TO DO » Output the material exactly, keeping every line intact.

DATA BELOW »
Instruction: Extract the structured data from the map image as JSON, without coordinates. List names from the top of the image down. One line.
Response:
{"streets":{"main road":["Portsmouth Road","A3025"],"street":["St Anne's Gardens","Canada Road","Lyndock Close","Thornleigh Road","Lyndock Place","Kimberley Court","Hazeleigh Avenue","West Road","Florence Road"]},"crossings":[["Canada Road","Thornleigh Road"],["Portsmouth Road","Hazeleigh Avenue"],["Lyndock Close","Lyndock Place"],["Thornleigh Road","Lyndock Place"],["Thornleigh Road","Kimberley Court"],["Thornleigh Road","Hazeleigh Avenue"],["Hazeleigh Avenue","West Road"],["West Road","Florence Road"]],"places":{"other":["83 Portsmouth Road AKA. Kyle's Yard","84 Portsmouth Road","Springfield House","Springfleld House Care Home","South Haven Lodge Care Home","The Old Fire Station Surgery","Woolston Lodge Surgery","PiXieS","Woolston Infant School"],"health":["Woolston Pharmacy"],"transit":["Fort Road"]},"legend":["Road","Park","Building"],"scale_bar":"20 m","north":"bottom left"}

THE COMPLETED TASK »
Instruction: Extract the structured data from the map image as JSON, without coordinates. List names from the top of the image down. One line.
Response:
{"streets":{"main road":["Portsmouth Road","A3025"],"street":["St Anne's Gardens","Canada Road","Lyndock Close","Thornleigh Road","Lyndock Place","Kimberley Court","Hazeleigh Avenue","West Road","Florence Road"]},"crossings":[["Canada Road","Thornleigh Road"],["Portsmouth Road","Hazeleigh Avenue"],["Lyndock Close","Lyndock Place"],["Thornleigh Road","Lyndock Place"],["Thornleigh Road","Kimberley Court"],["Thornleigh Road","Hazeleigh Avenue"],["Hazeleigh Avenue","West Road"],["West Road","Florence Road"]],"places":{"other":["83 Portsmouth Road AKA. Kyle's Yard","84 Portsmouth Road","Springfield House","Springfleld House Care Home","South Haven Lodge Care Home","The Old Fire Station Surgery","Woolston Lodge Surgery","PiXieS","Woolston Infant School"],"health":["Woolston Pharmacy"],"transit":["Fort Road"]},"legend":["Road","Park","Building"],"scale_bar":"20 m","north":"bottom left"}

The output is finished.